In breve i fratelli si ritrovarono a rotolarsi sul letto, in una dolcissima lotta per una supremazia in realtà del tutto inesistente, e così facendo non si accorsero di aver urtato involontariamente il foglio di carta che i due folletti avevano loro lasciato: la lettera si librò in aria, volteggiò per qualche secondo, scendendo sempre più in basso, seguendo una traiettoria circolare, e infine si posò a terra senza un rumore.
Nell’istante esatto in cui la pagina toccò il tappeto che ricopriva il pavimento, questa si dissolse, infrangendosi e frammentandosi in mille e più piume candide che, sospinte da una brezza arcana, si alzarono danzando attorno al letto, odalische sinuose risplendenti di magia.

La porta si aprì con un leggero scricchiolio, che tuttavia non ebbe il potere di destare il dormiente. Una figura avvolta dall’ombra si addentrò nella stanza da letto, quella stanza che ormai conosceva in ogni suo più piccolo e insignificante dettaglio. Una lama di luce a fatica si era insinuata tra le due tende che coprivano la finestra, ed ora si rifletteva sul pavimento in un continuo gioco di luce cangiante. Una seconda figura si trovava nella camera, rannicchiata nel letto e avvolta da un ammasso informe di lenzuola e coperte varie, nonostante il caldo. Si poteva chiaramente distinguere il ritmo regolare del respiro di colui che stava riposando, dato dal ritmico sollevarsi e abbassarsi di quel groviglio senza capo né coda.
L’intruso avanzò piano, in religioso silenzio, attento a non produrre rumori molesti che potessero in qualche modo dare fastidio alla persona che giaceva addormentata, oltrepassò a questo modo il letto e, giunto ad una sufficiente distanza dai cortinaggi ne afferrò un lembo per parte e tirò, scostandoli e permettendo alla luce del mattino di illuminare l’ambiente.

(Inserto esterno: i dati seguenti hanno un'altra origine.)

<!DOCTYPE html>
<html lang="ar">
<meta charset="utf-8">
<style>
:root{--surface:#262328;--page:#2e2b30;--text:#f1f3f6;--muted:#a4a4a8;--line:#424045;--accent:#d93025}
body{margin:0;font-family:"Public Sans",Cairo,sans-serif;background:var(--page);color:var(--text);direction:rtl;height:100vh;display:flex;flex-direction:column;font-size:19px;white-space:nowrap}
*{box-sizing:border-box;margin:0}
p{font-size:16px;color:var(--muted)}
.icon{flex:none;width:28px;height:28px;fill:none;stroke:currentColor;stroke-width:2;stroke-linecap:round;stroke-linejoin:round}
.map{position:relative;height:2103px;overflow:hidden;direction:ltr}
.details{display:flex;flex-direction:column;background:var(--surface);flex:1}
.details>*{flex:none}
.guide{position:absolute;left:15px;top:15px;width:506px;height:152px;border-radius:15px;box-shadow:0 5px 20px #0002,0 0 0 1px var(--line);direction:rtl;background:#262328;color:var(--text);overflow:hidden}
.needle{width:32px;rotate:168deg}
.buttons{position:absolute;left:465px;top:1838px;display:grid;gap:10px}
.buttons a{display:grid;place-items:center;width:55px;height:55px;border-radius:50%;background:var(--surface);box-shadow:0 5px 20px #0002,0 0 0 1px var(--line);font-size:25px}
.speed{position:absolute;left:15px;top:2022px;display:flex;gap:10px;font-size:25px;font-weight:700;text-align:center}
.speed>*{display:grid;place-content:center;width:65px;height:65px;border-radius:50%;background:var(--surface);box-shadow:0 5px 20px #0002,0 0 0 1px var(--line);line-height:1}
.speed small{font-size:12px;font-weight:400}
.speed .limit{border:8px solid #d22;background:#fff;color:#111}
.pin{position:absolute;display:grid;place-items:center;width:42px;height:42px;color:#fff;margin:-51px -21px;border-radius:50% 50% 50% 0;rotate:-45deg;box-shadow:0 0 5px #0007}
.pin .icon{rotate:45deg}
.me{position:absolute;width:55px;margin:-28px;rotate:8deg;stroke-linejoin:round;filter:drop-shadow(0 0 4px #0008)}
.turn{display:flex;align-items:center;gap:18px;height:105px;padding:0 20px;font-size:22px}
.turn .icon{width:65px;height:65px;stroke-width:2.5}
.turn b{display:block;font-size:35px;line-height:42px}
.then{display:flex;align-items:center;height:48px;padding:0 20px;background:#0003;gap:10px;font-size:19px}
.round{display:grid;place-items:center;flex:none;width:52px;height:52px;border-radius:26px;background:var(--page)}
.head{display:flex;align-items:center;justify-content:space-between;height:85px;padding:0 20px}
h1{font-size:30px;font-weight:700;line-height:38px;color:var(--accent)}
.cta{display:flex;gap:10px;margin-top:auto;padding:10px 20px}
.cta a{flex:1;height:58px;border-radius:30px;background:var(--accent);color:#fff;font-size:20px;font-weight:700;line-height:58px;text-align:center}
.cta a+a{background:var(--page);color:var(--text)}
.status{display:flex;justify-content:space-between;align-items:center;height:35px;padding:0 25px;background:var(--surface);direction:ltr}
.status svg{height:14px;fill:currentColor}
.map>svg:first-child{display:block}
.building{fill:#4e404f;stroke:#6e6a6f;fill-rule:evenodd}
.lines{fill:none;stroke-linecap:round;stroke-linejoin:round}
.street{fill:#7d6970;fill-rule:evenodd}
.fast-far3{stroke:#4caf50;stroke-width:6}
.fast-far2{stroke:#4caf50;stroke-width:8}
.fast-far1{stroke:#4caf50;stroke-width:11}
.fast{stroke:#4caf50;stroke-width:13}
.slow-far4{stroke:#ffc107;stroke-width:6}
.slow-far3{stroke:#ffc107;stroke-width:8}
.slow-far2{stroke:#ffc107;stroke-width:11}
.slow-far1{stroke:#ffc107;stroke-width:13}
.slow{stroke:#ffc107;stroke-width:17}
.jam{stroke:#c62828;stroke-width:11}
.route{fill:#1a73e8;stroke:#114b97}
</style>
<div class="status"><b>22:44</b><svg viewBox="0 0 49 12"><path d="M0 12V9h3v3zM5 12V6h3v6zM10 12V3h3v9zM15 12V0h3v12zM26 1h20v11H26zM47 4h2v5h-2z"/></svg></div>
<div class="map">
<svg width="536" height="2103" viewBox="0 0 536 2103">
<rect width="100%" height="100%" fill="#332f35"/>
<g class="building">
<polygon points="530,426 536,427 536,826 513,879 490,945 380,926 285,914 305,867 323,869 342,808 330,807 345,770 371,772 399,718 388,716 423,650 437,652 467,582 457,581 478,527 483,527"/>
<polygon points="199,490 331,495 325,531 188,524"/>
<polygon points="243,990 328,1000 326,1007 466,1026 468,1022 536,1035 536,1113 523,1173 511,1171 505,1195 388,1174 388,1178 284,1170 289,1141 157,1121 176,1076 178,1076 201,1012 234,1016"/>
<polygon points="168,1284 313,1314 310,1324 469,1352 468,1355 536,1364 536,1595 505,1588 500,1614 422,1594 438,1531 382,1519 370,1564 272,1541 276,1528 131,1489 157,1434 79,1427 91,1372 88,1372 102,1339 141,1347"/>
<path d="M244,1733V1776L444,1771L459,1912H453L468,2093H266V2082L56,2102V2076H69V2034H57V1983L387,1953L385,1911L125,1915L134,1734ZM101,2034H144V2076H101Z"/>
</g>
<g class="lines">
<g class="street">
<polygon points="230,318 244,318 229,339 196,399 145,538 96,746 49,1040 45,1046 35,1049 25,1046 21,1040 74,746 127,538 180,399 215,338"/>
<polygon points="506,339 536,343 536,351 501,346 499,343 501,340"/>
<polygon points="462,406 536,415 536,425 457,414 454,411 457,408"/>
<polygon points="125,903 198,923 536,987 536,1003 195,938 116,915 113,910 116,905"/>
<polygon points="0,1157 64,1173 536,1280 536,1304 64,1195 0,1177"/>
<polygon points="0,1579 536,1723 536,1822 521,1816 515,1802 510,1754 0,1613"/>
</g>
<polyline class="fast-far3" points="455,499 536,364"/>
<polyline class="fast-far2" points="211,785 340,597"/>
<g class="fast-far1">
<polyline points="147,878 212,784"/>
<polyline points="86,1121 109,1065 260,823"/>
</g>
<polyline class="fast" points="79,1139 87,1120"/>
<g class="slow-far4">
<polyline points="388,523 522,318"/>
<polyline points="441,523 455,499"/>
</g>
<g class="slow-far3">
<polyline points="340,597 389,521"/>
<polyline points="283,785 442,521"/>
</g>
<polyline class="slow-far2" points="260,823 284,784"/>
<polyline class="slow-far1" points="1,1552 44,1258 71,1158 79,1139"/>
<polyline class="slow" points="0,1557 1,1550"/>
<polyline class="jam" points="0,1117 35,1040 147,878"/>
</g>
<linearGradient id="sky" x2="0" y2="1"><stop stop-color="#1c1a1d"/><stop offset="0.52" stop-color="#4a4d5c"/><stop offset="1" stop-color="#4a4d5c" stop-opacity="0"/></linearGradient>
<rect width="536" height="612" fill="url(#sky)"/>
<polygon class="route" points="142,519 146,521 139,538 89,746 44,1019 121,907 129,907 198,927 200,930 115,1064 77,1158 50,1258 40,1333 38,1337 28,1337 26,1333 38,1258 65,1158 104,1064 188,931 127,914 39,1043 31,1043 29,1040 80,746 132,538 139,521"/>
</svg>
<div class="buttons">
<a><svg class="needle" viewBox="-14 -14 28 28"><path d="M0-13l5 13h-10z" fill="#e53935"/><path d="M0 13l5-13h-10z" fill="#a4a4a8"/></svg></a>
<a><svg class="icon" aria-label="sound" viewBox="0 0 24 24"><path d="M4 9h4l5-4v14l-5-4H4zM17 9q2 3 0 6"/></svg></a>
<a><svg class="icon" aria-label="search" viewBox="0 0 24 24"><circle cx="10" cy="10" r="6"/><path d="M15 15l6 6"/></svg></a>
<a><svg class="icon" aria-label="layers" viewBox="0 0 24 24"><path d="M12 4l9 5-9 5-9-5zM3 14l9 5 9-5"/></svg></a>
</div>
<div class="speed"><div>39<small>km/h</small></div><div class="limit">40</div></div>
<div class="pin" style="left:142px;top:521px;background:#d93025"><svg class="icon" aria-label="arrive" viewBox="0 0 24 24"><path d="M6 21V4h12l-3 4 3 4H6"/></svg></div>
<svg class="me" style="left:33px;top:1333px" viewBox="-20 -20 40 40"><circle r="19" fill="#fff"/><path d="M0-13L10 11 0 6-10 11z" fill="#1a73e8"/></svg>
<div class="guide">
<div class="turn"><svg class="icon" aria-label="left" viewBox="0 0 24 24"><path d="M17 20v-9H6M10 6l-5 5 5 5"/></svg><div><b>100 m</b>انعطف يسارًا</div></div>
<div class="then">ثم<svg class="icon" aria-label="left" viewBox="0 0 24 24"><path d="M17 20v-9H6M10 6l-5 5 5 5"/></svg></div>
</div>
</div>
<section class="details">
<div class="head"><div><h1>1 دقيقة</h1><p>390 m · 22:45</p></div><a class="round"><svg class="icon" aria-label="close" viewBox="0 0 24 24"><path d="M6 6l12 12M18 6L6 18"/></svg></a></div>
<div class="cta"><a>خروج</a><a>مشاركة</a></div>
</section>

Uno dei tanti raggi entrati, poi, andò a baciare il volto del ragazzo addormentato rivelandone i lineamenti stupendi, eleganti e raffinati, resi ancora più fini dal rilassamento del sonno.
Boromir osservò la figura del fratello, beandosi di quella visione splendente e ringraziando i Valar per avergli concesso la fortuna di poter godere di tutto l’affetto che quella straordinaria creatura sapeva elargire con tanta facilità. Respirò profondamente: non sapeva se svegliare quel viso d’angelo subito o se attendere qualche istante. In fondo, per i canoni di Faramir, le nove e mezzo del mattino erano ancora l’alba! Decise comunque di optare per la prima scelta: non vedeva l’ora di potersi specchiare in quei pozzi celesti, di poter assaggiare le sue labbra, di poterlo coccolare e straviziare come si fa con un bambino piccolo. E soprattutto, non vedeva l’ora di sentirsi ripetere con quella voce pacata e cristallina di valere, per il suo amore, ancor più della sua stessa vita. Era stupendo: non si era mai sentito così importante, nonostante le continue premure del padre, che si era costantemente adoperato per non fargli mancare nulla. Si sentiva sempre al sicuro, protetto, riscaldato da un fuoco che non scotta…ed era così da quasi due mesi, ormai. Due mesi…due mesi erano passati da quando lui e Faramir avevano finalmente deciso di vivere il loro amore, senza più angosce e preoccupazioni. Ed erano stati i due mesi più belli della loro vita.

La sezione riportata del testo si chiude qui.